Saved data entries
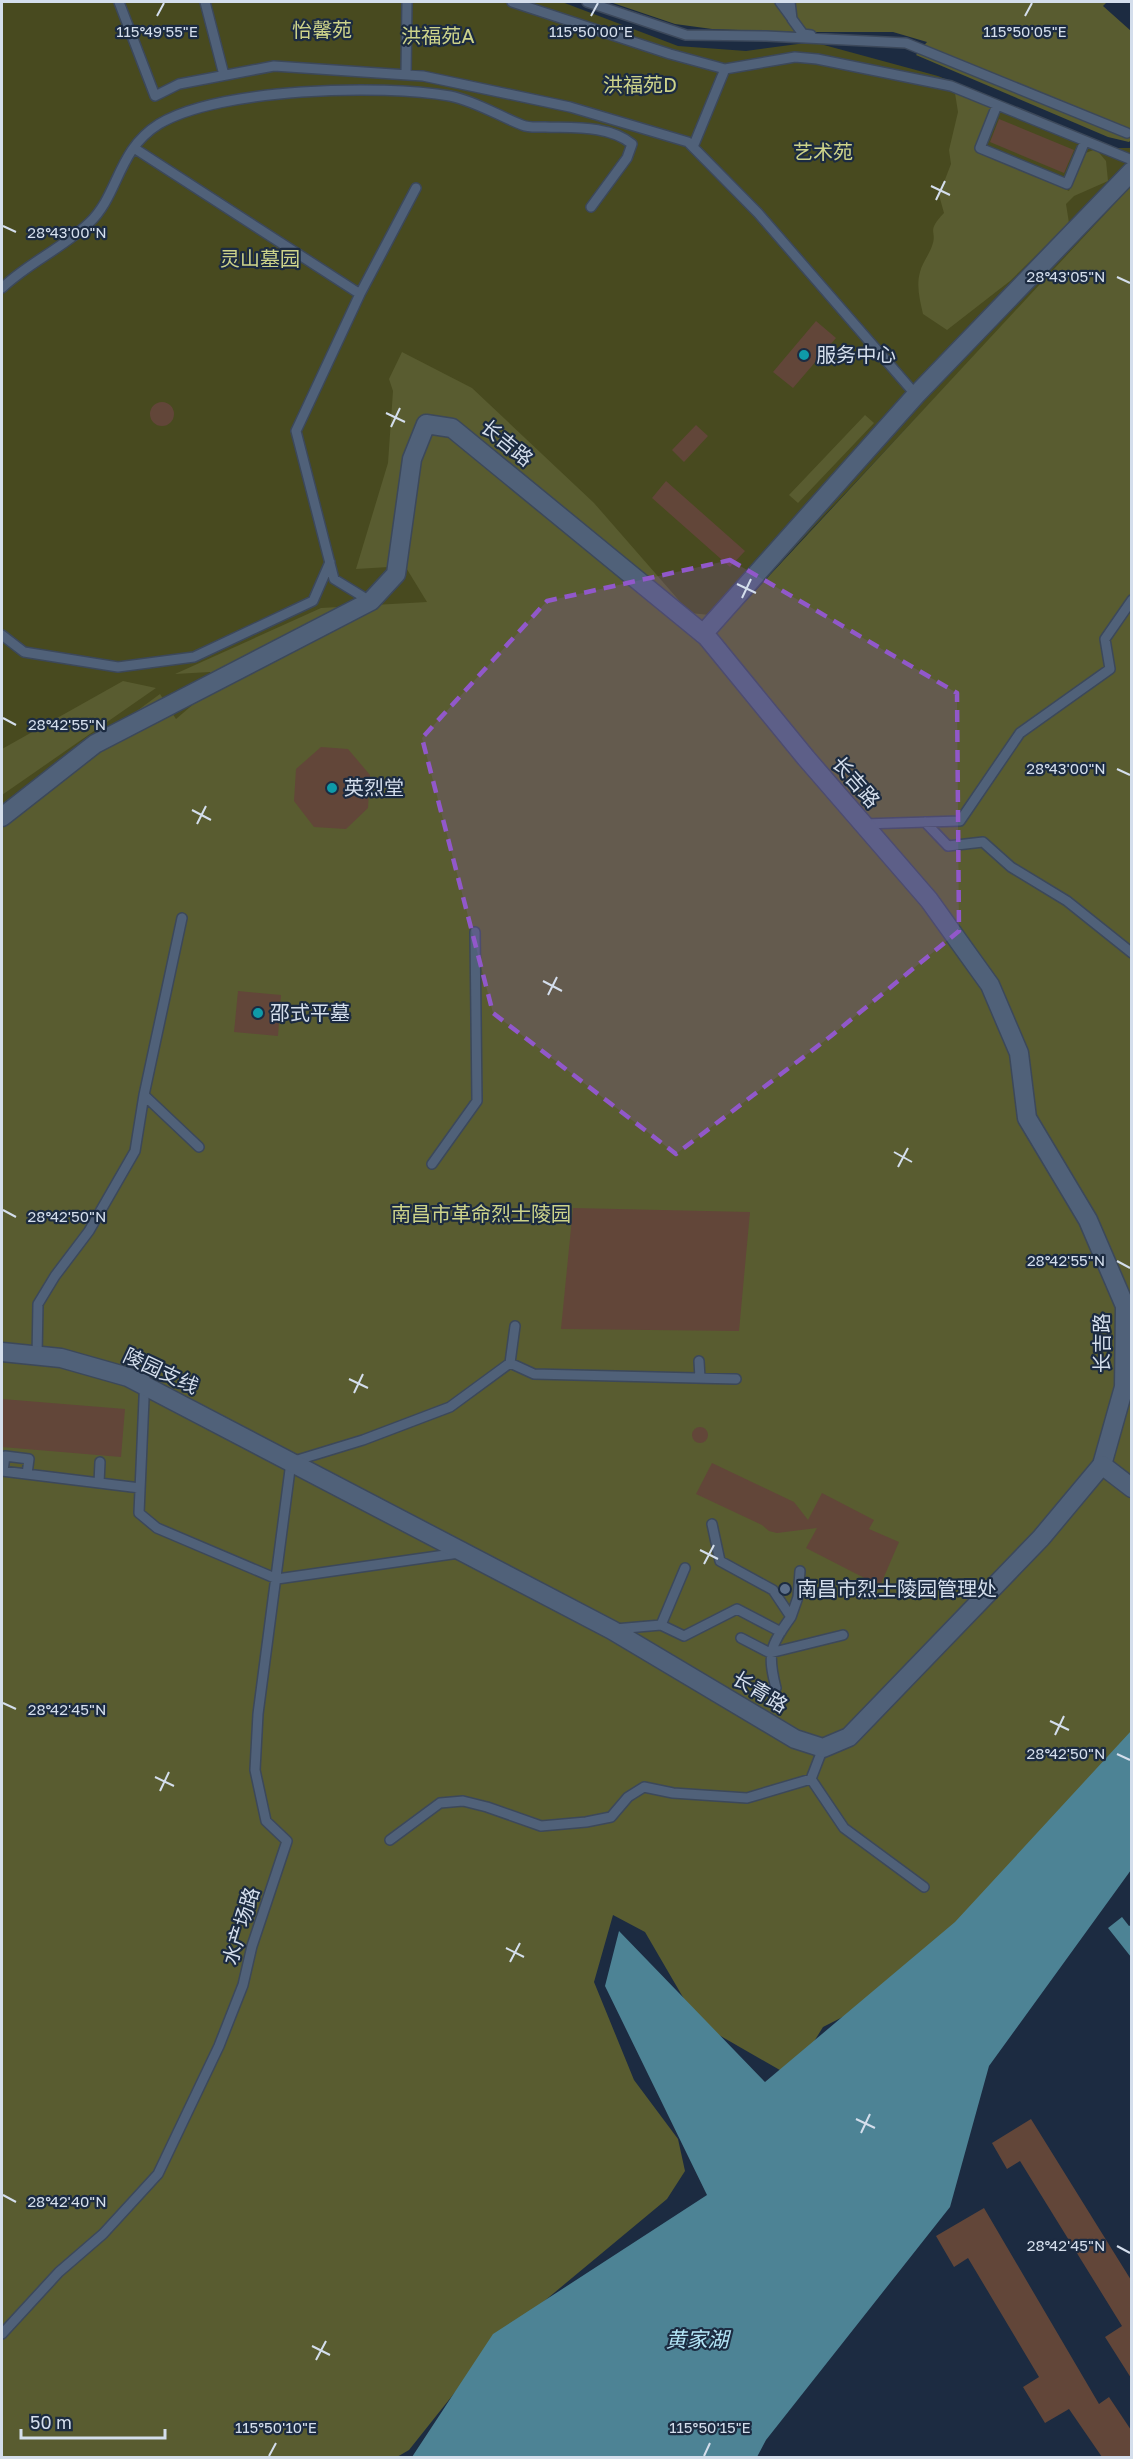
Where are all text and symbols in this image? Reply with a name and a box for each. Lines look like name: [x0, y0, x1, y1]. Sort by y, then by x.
park label: 怡馨苑: [292, 17, 352, 41]
text: 115°49'55"E: [116, 22, 198, 40]
text: 115°50'00"E: [549, 22, 633, 40]
text: 115°50'05"E: [983, 22, 1067, 40]
park label: 洪福苑A: [401, 23, 475, 47]
park label: 洪福苑D: [603, 72, 677, 96]
park label: 艺术苑: [793, 139, 853, 163]
text: 28°43'00"N: [27, 223, 107, 241]
park label: 灵山墓园: [220, 246, 300, 270]
text: 28°43'05"N: [1027, 267, 1105, 285]
place label: 服务中心: [816, 342, 896, 366]
marker: 服务中心: [797, 348, 811, 362]
street label: 长吉路: [477, 414, 538, 470]
text: 28°42'55"N: [28, 715, 106, 733]
street label: 长吉路: [828, 751, 885, 812]
text: 28°43'00"N: [1026, 759, 1106, 777]
place label: 英烈堂: [344, 775, 404, 799]
marker: 英烈堂: [325, 781, 339, 795]
place label: 邵式平墓: [270, 1000, 350, 1024]
marker: 邵式平墓: [251, 1006, 265, 1020]
park label: 南昌市革命烈士陵园: [391, 1201, 571, 1225]
text: 28°42'50"N: [28, 1207, 106, 1225]
text: 28°42'55"N: [1027, 1251, 1105, 1269]
street label: 长吉路: [1089, 1313, 1113, 1373]
street label: 陵园支线: [120, 1342, 203, 1398]
place label: 南昌市烈士陵园管理处: [797, 1576, 997, 1600]
marker: 南昌市烈士陵园管理处: [778, 1582, 792, 1596]
street label: 长青路: [729, 1665, 792, 1717]
text: 28°42'45"N: [28, 1700, 106, 1718]
text: 28°42'50"N: [1027, 1744, 1105, 1762]
street label: 水产场路: [217, 1884, 263, 1967]
text: 28°42'40"N: [27, 2192, 107, 2210]
text: 28°42'45"N: [1027, 2236, 1105, 2254]
water label: 黄家湖: [666, 2326, 731, 2352]
scale bar: [21, 2402, 165, 2440]
text: 50 m: [30, 2411, 72, 2433]
text: 115°50'10"E: [235, 2418, 317, 2436]
text: 115°50'15"E: [669, 2418, 751, 2436]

> **TASK INSTRUCTIONS**: What is needed is every entry above, repeated exactly, with the pictures dropped.

> **TASK RESPONSE**:
Where are all text and symbols in this image? Reply with a name and a box for each. Lines look like name: [x0, y0, x1, y1]. Sort by y, then by x.
park label: 怡馨苑: [292, 17, 352, 41]
text: 115°49'55"E: [116, 22, 198, 40]
text: 115°50'00"E: [549, 22, 633, 40]
text: 115°50'05"E: [983, 22, 1067, 40]
park label: 洪福苑A: [401, 23, 475, 47]
park label: 洪福苑D: [603, 72, 677, 96]
park label: 艺术苑: [793, 139, 853, 163]
text: 28°43'00"N: [27, 223, 107, 241]
park label: 灵山墓园: [220, 246, 300, 270]
text: 28°43'05"N: [1027, 267, 1105, 285]
place label: 服务中心: [816, 342, 896, 366]
marker: 服务中心: [797, 348, 811, 362]
street label: 长吉路: [477, 414, 538, 470]
text: 28°42'55"N: [28, 715, 106, 733]
street label: 长吉路: [828, 751, 885, 812]
text: 28°43'00"N: [1026, 759, 1106, 777]
place label: 英烈堂: [344, 775, 404, 799]
marker: 英烈堂: [325, 781, 339, 795]
place label: 邵式平墓: [270, 1000, 350, 1024]
marker: 邵式平墓: [251, 1006, 265, 1020]
park label: 南昌市革命烈士陵园: [391, 1201, 571, 1225]
text: 28°42'50"N: [28, 1207, 106, 1225]
text: 28°42'55"N: [1027, 1251, 1105, 1269]
street label: 长吉路: [1089, 1313, 1113, 1373]
street label: 陵园支线: [120, 1342, 203, 1398]
place label: 南昌市烈士陵园管理处: [797, 1576, 997, 1600]
marker: 南昌市烈士陵园管理处: [778, 1582, 792, 1596]
street label: 长青路: [729, 1665, 792, 1717]
text: 28°42'45"N: [28, 1700, 106, 1718]
text: 28°42'50"N: [1027, 1744, 1105, 1762]
street label: 水产场路: [217, 1884, 263, 1967]
text: 28°42'40"N: [27, 2192, 107, 2210]
text: 28°42'45"N: [1027, 2236, 1105, 2254]
water label: 黄家湖: [666, 2326, 731, 2352]
scale bar: [21, 2402, 165, 2440]
text: 50 m: [30, 2411, 72, 2433]
text: 115°50'10"E: [235, 2418, 317, 2436]
text: 115°50'15"E: [669, 2418, 751, 2436]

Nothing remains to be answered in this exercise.